What is your current work title and what is your background/degree?
I am working as a planner at the Plan Water section of HOFOR, the Greater Copenhagen Utility, where I work with drinking water distribution. I work with planning renovation of the pipe network, planning water supply for new city developments, modelling flow in case of contamination and setting up/maintaining our hydraulic models.
I graduated with a master of science in environmental engineering from DTU in 2016. I did not follow a specific study line, as I spend one year at University of Cape Town and one year at the Technische Universität München, but my focus was water resource management and urban water management. I did my master thesis at HOFOR, analyzing the optimal locations for water sampling in water distribution network based on hydraulic modelling.
What is your motivation for working with water?
I chose to work with water because I am interested in developing work. Water is a necessity for live, and I find the challenges in water distribution very interesting. This was especially something I saw firsthand when I lived in Cape Town and did projects around the informal settlements there.
What are your main interests within this field?

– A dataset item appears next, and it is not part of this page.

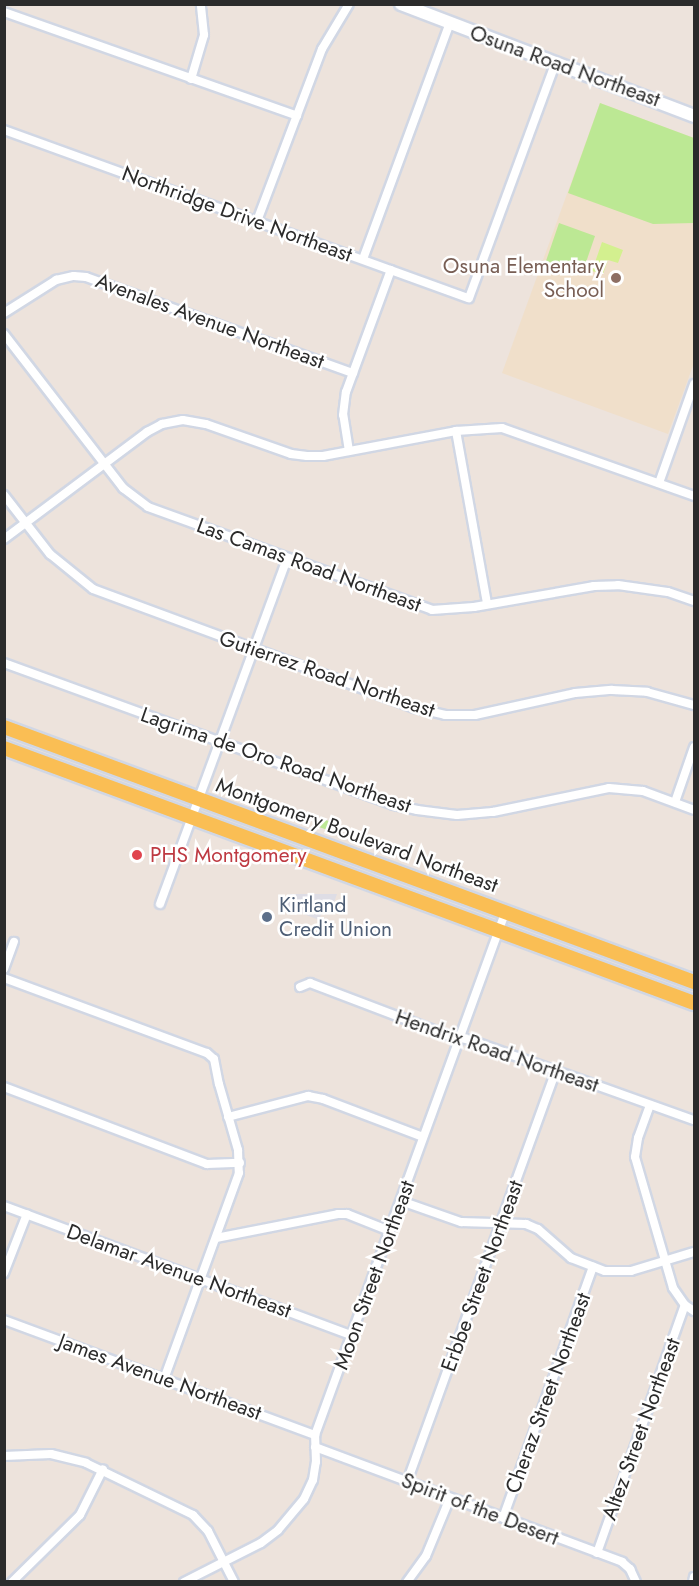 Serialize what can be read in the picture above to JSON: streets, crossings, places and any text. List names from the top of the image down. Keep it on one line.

I am very interested in the planning of water distribution, water works, and the pipe network. There is a lot of work coordinating the projects we do with numerous other stakeholders, including the municipality, climate change adaptation projects, subway construction, other utilities and God knows what. It can be quite a challenge, but it is also fun. Although I work with water supply, I am also interested in development work within sanitation and hygiene awareness. I did a study project with sanitary awareness in West Bengal through the NGO UBU when I was at university, and I hope to get the chance to do some similar projects abroad in the future.
What was your motivation for becoming a member of YWPDK and how did you hear about the network?
I heard about YWPDK when I was studying at DTU, and joined already then. I found that the group was a nice way to network with young water engineers, and I find it fun to do activities within our field of interest.
What are your thoughts on the challenges that we, as young water professionals, face in the coming years?
Due to the climate changes, which are slowly starting to occur, there will be an increase in urban flooding in some regions and shortage of water in many regions, just to mention some of the negative impacts. Therefore, there will be an increased need for new innovative solutions, across borders and counties. I think the young generation of water professionals will play a big part in preparing us for these future changes.